Review your shareholders’ agreement

Many startups have shareholders’ agreements that contain provisions relevant to ESOPs, such as:

  • Pre-emptive rights for existing shareholders
  • Right of first refusal for transfers
  • Tag-along rights
  • Information rights

Your ESOP scheme should be consistent with these existing obligations. I have witnessed situations where companies implemented ESOP schemes that inadvertently violated their shareholders’ agreements, creating legal complications.

Before finalising your scheme, have legal counsel review your existing shareholders’ agreement to ensure alignment.

Final thoughts

Look, now that I have concluded this three-part series, what you have got is not just theory. It is a real toolkit you can use tomorrow morning with a client. 
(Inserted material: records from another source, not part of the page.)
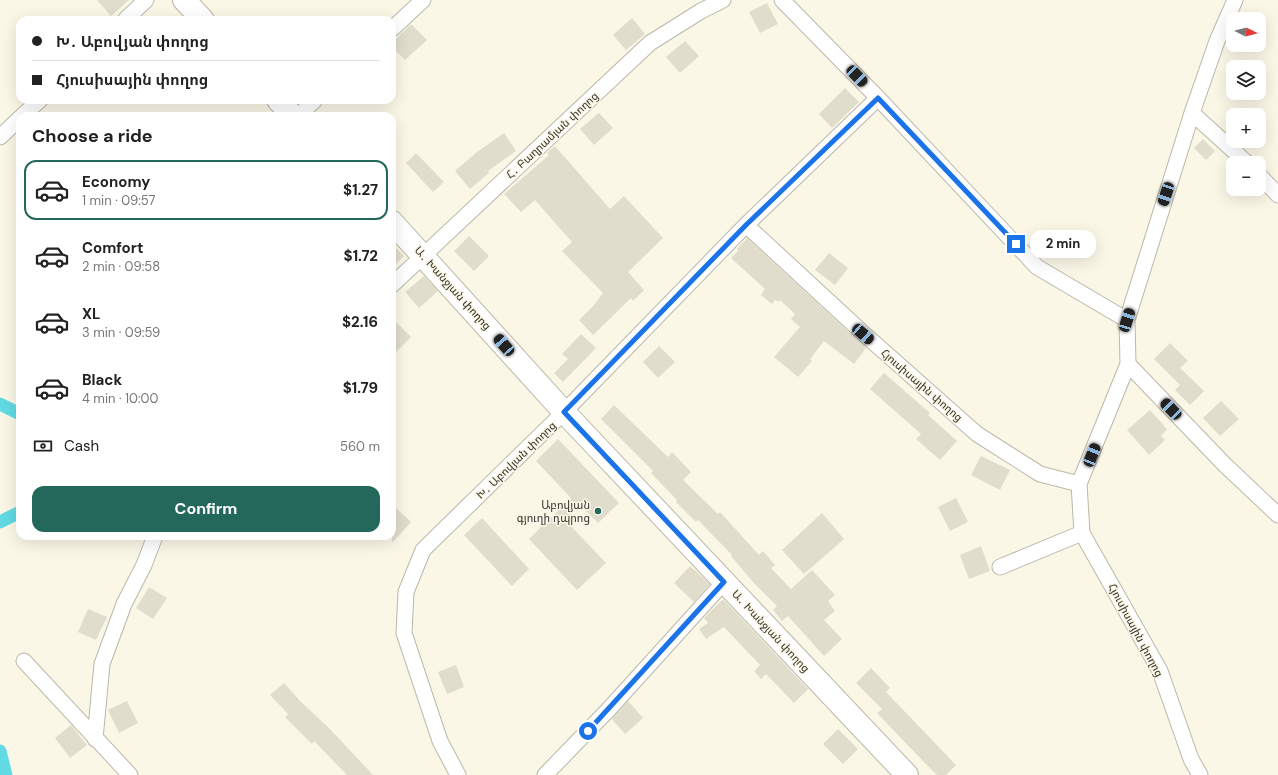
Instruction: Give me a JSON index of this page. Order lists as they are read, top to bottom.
{
  "streets": {
    "street": [
      "Հ․ Բաղրամյան փողոց",
      "Ա․ Խանջյան փողոց",
      "Հյուսիսային փողոց",
      "Խ․ Աբովյան փողոց"
    ]
  },
  "crossings": [
    ["Հ․ Բաղրամյան փողոց", "Ա․ Խանջյան փողոց"],
    ["Ա․ Խանջյան փողոց", "Խ․ Աբովյան փողոց"],
    ["Հյուսիսային փողոց", "Խ․ Աբովյան փողոց"]
  ],
  "places": ["Աբովյան գյուղի դպրոց"],
  "north": "right",
  "page": {
    "map_buttons": ["+", "−"],
    "banner": ["Խ․ Աբովյան փողոց", "Հյուսիսային փողոց"],
    "heading": "Choose a ride",
    "list": [
      {
        "name": "Economy",
        "note": "1 min · 09:57",
        "value": "$1.27"
      },
      {
        "name": "Comfort",
        "note": "2 min · 09:58",
        "value": "$1.72"
      },
      {
        "name": "XL",
        "note": "3 min · 09:59",
        "value": "$2.16"
      },
      {
        "name": "Black",
        "note": "4 min · 10:00",
        "value": "$1.79"
      }
    ],
    "bubble": "2 min",
    "pay": ["Cash", "560 m"],
    "buttons": "Confirm"
  }
}
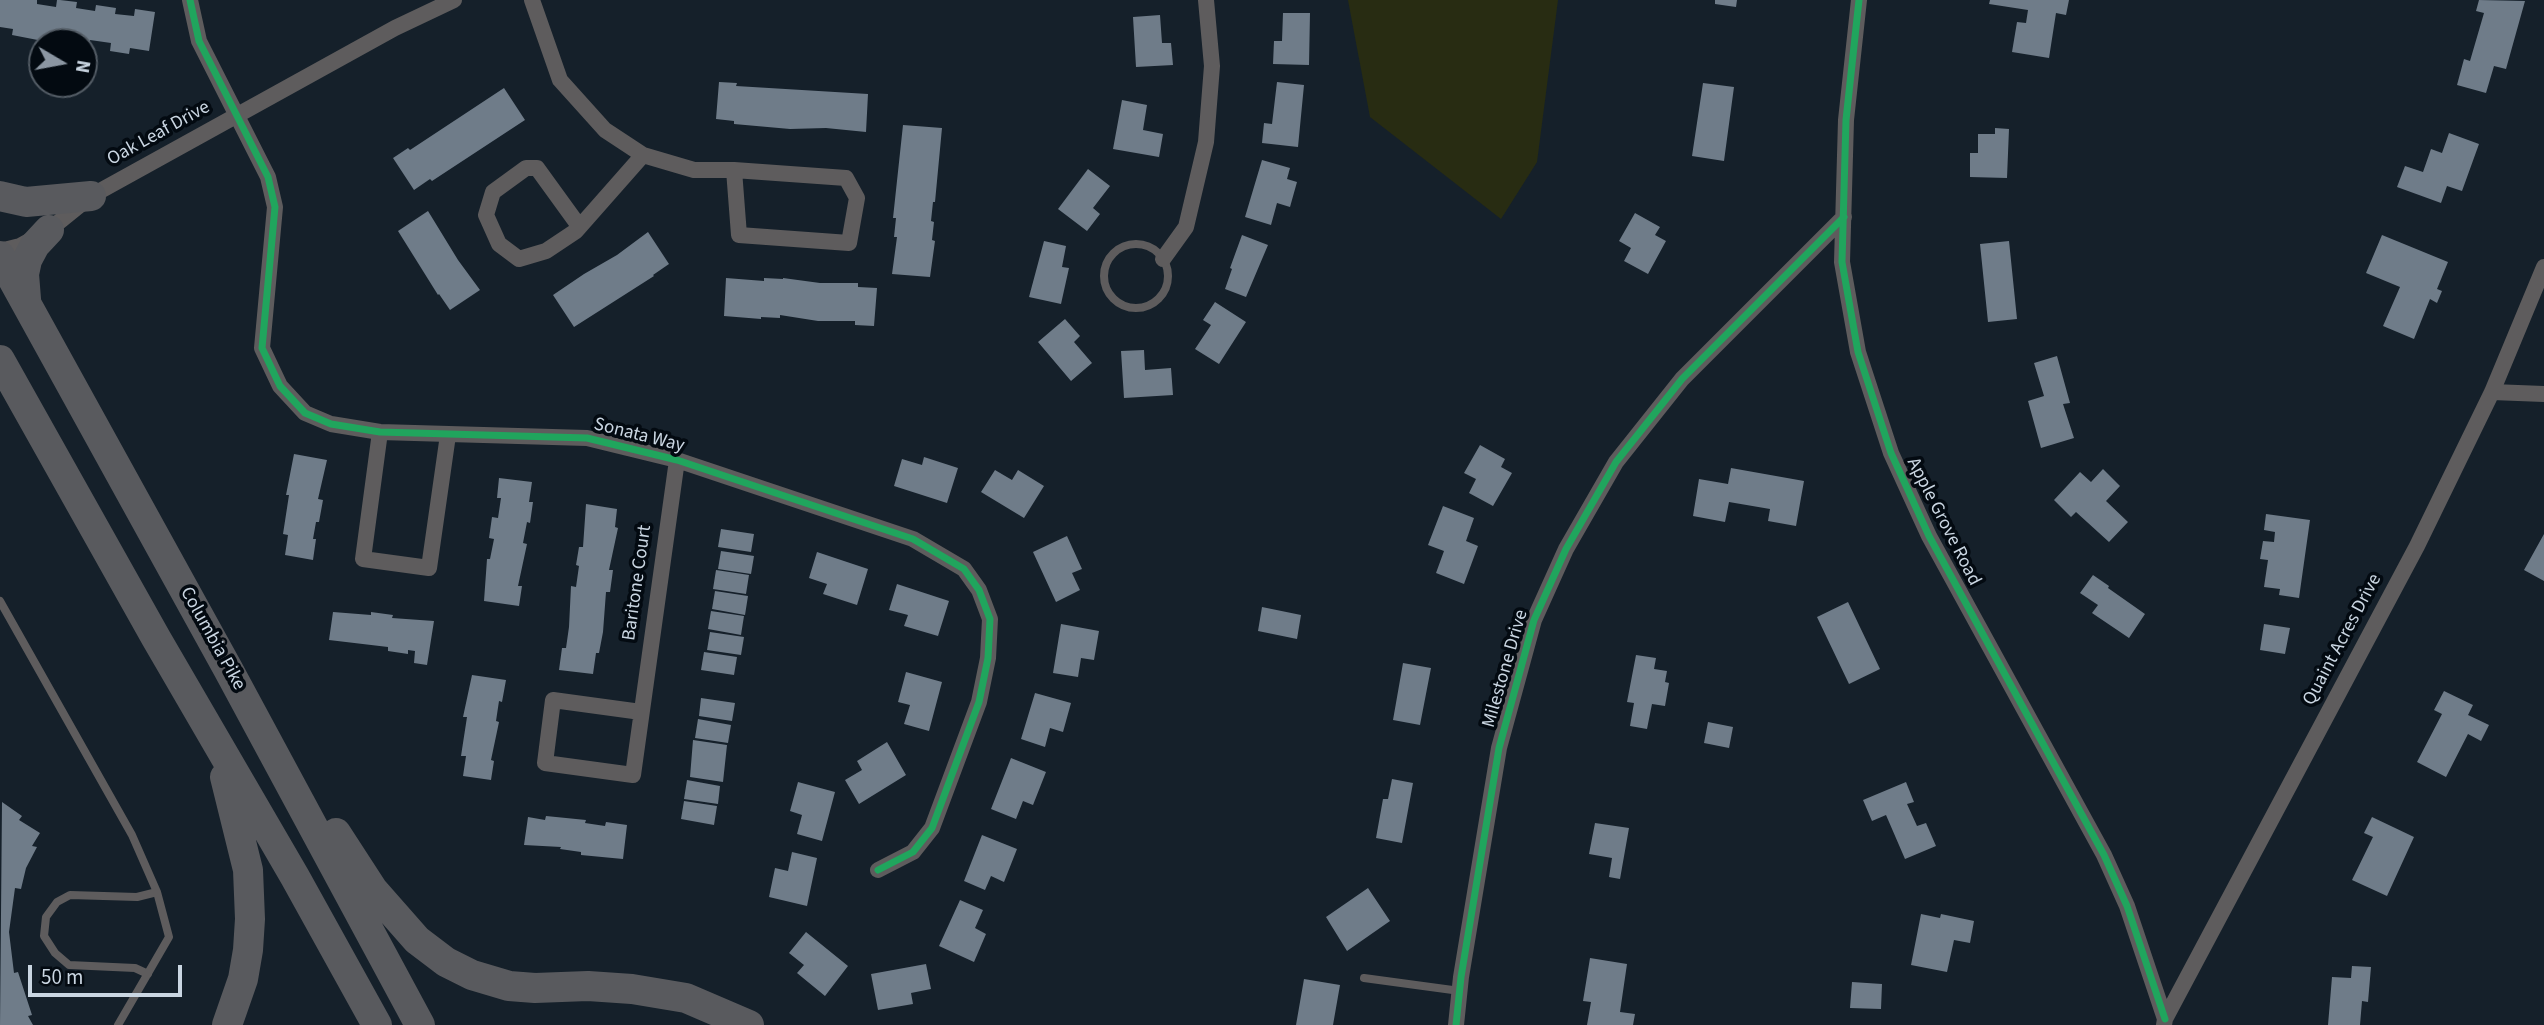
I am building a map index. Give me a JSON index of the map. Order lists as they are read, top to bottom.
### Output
{
  "streets": {
    "highway": ["Columbia Pike"],
    "street": [
      "Oak Leaf Drive",
      "Sonata Way",
      "Apple Grove Road",
      "Baritone Court",
      "Quaint Acres Drive",
      "Milestone Drive"
    ]
  },
  "crossings": [
    ["Oak Leaf Drive", "Sonata Way"],
    ["Oak Leaf Drive", "Columbia Pike"],
    ["Sonata Way", "Baritone Court"],
    ["Apple Grove Road", "Quaint Acres Drive"],
    ["Apple Grove Road", "Milestone Drive"]
  ],
  "scale_bar": "50 m",
  "north": "right"
}
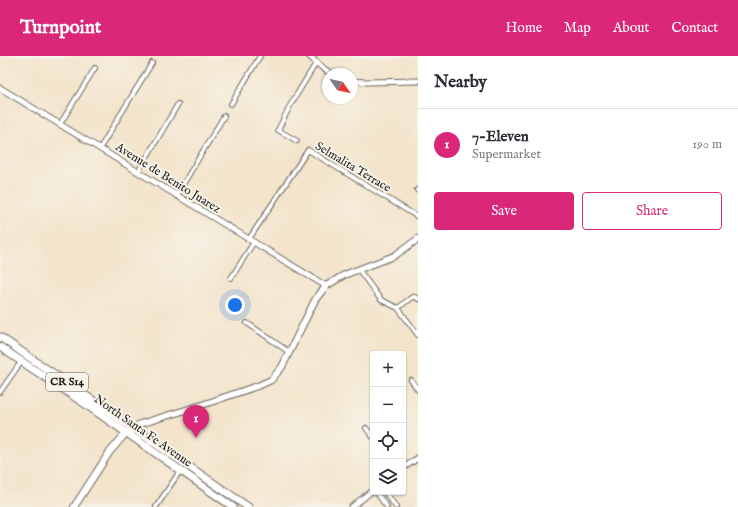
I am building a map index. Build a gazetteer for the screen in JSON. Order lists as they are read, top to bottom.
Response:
{
  "streets": {
    "main road": ["CR S14", "North Santa Fe Avenue"],
    "street": ["Selmalita Terrace", "Avenue de Benito Juarez"]
  },
  "crossings": [
    ["Selmalita Terrace", "Avenue de Benito Juarez"]
  ],
  "north": "bottom right",
  "page": {
    "header": "Turnpoint",
    "nav": [
      "Home",
      "Map",
      "About",
      "Contact"
    ],
    "heading": "Nearby",
    "list": [
      {
        "mark": "1",
        "name": "7-Eleven",
        "note": "Supermarket",
        "value": "190 m"
      }
    ],
    "buttons": ["Save", "Share"],
    "map_buttons": ["+", "−"],
    "pins": "1"
  }
}
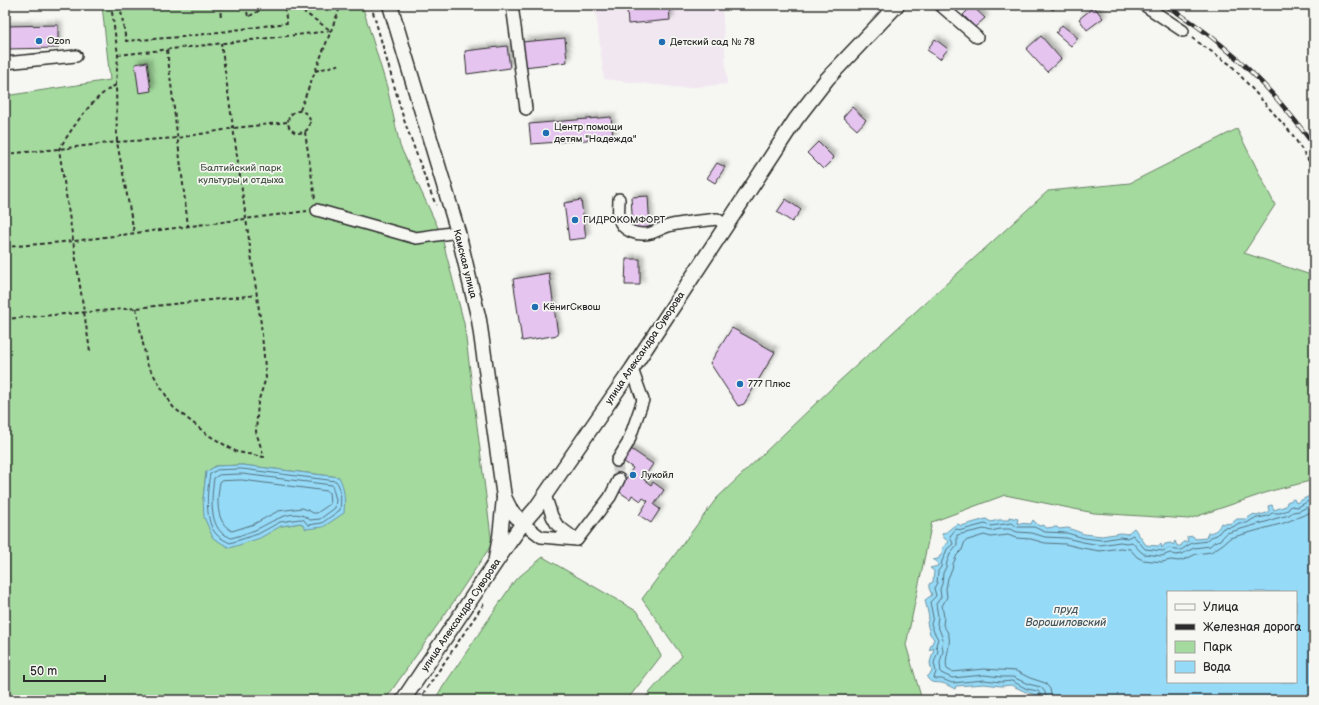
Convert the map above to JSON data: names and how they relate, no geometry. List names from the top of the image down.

I have seen too many junior associates who can produce a beautiful ESOP document but then freeze when it is time to actually implement it. 

Trust me, founders do not care how elegantly you have drafted the vesting provisions if the scheme is not legally enforceable because you missed a filing deadline. 

What separates the lawyers’ clients’ calls from those they do not? 

It is the ability to guide them through the entire process, from initial drafting to that final MGT-14 filing. I have built my practice on being the lawyer who does not just hand over documents but actually helps founders turn those documents into reality. 

That is the difference between being a service provider and becoming a trusted advisor. Master this end-to-end process that I have covered, and you will find yourself in boardroom discussions about business strategy, not just getting calls when there is a document to draft.